Alan West

Posted on Apr 17

Why Your Database Is Lying to You (And How to Catch It)

#distributedsystems #database #reliability #backend

You deploy a distributed database. The docs promise linearizable reads, durable writes, and seamless failover. You build your app on those guarantees. Then one day, a network partition hits, a node restarts, and suddenly you've got duplicate charges, missing records, or data that traveled back in time.

Sound familiar? Yeah, me too.

The Problem Nobody Talks About in Standups

Distributed systems make promises. Strong consistency. Exactly-once delivery. Automatic failover with zero data loss. And a shocking number of those promises are, to put it charitably, aspirational.

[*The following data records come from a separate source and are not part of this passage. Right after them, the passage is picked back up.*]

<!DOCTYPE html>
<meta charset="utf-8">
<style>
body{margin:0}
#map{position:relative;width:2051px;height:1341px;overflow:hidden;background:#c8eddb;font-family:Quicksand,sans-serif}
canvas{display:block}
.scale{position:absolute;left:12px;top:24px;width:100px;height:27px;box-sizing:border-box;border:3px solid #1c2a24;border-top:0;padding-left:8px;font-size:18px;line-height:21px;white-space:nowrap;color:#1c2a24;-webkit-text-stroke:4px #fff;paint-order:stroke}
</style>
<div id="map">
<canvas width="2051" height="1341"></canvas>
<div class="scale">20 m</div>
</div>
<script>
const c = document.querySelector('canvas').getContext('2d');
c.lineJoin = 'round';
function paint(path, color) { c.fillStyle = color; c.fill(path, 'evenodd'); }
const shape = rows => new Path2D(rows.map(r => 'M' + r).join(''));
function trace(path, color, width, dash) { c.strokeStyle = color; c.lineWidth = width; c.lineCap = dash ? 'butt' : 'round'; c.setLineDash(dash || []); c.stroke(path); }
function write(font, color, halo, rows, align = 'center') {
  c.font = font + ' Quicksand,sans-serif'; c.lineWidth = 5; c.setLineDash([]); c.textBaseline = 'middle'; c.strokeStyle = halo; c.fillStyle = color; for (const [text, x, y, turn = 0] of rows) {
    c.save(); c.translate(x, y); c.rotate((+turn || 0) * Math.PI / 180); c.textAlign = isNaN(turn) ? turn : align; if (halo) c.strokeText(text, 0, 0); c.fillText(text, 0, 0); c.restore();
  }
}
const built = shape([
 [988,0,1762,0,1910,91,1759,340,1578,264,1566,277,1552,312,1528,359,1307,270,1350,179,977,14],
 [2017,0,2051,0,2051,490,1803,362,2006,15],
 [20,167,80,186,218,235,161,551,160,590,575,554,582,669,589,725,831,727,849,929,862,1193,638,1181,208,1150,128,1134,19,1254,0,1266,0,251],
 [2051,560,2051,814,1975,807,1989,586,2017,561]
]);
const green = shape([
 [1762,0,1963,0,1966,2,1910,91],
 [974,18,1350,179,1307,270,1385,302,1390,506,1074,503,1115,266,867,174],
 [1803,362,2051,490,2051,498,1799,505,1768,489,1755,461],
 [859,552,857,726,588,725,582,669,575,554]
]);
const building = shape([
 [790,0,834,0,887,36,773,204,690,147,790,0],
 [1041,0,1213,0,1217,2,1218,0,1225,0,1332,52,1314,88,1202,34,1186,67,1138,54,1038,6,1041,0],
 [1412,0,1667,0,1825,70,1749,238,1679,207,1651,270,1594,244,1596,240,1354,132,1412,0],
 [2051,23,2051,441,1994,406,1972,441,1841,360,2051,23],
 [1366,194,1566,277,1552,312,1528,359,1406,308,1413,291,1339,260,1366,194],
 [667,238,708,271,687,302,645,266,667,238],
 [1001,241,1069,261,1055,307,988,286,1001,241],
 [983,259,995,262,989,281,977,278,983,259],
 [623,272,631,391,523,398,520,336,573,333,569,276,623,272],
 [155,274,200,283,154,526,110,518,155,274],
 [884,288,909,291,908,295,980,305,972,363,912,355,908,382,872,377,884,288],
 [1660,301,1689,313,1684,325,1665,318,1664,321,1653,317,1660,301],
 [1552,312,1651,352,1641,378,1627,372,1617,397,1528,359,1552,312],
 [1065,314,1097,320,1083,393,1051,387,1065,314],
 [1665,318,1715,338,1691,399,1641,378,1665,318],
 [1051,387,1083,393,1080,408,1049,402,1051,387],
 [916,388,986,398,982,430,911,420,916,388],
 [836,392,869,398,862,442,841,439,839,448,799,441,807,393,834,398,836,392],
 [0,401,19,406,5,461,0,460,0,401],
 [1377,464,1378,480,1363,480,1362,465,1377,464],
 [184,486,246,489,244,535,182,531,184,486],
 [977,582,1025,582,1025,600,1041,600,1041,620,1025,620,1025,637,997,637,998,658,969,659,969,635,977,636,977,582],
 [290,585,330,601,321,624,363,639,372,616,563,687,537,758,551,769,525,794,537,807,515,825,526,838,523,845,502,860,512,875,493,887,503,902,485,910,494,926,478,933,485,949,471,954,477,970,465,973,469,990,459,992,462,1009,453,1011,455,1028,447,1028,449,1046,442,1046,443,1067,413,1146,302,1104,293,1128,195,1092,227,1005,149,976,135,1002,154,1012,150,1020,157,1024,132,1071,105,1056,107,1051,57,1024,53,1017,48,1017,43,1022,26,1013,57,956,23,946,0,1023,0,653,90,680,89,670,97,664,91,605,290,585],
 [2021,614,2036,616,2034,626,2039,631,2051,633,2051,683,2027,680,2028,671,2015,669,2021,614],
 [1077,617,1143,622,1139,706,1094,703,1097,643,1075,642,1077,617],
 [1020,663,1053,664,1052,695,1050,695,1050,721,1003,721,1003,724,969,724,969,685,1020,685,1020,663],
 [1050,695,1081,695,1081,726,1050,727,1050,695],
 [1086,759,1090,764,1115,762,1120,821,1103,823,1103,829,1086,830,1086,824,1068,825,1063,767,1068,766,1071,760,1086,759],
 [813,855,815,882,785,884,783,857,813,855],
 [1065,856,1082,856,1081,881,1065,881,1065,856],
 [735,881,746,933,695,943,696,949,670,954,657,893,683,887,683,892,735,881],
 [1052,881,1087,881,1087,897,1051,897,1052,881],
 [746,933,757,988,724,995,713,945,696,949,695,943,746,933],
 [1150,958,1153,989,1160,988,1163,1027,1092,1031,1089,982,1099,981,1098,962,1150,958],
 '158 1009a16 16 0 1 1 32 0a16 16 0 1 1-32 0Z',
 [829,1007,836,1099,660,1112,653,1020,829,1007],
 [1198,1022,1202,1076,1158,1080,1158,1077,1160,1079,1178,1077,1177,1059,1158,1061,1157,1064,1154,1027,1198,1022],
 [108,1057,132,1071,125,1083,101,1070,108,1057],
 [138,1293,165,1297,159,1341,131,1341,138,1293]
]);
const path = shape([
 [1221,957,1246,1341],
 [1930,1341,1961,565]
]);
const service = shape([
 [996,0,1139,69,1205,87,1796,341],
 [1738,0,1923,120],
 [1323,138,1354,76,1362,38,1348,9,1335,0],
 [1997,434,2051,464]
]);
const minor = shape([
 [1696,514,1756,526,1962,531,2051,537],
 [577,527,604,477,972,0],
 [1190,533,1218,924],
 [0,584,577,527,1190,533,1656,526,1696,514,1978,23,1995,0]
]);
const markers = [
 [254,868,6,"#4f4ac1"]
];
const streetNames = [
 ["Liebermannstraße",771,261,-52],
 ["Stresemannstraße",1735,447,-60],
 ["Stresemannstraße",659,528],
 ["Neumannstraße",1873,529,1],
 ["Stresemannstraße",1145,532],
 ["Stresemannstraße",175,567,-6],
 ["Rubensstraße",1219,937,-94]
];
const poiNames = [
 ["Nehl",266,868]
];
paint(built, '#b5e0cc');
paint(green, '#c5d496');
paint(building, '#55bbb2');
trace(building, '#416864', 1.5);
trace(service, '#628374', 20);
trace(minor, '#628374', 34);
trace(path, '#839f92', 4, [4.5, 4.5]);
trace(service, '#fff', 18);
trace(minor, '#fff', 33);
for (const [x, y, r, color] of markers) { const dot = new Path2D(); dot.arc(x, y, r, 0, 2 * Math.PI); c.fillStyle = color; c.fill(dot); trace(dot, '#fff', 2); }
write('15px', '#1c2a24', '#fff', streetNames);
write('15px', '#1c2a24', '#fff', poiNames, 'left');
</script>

Kyle Kingsbury's Jepsen project has been systematically proving this for years — testing databases under real failure conditions and finding that many of them don't deliver what they claim. We're talking about mainstream, production-grade systems shipping bugs that violate their own documented guarantees.

But here's the thing that keeps me up at night: most teams never discover these issues until they're staring at corrupted production data. The failures are subtle. They happen during edge cases — network partitions, clock skew, leader elections — that your integration tests never simulate.

Root Cause: Why Systems Lie

The root cause isn't malice. It's complexity. Distributed consensus is genuinely hard, and there are a few recurring reasons systems fail to deliver:

Stale reads after failover: A replica gets promoted to leader but hasn't received all writes from the old leader. Your app reads stale data and acts on it.
Split-brain writes: Two nodes both think they're the leader during a partition. Both accept writes. When the partition heals, one set of writes gets silently dropped.
Dirty reads on uncommitted transactions: Some systems expose data from transactions that haven't fully committed across the cluster.
Clock-dependent ordering: Systems that rely on wall clocks for ordering (instead of logical clocks) can reorder or lose events when clocks drift.

The tricky part is that these bugs don't show up during normal operation. Your monitoring is green. Your tests pass. Everything looks fine — until it isn't.

Step 1: Stop Trusting, Start Verifying

First thing I do with any distributed datastore: actually read the consistency model docs. Not the marketing page. The actual technical documentation about what guarantees the system provides and under what conditions.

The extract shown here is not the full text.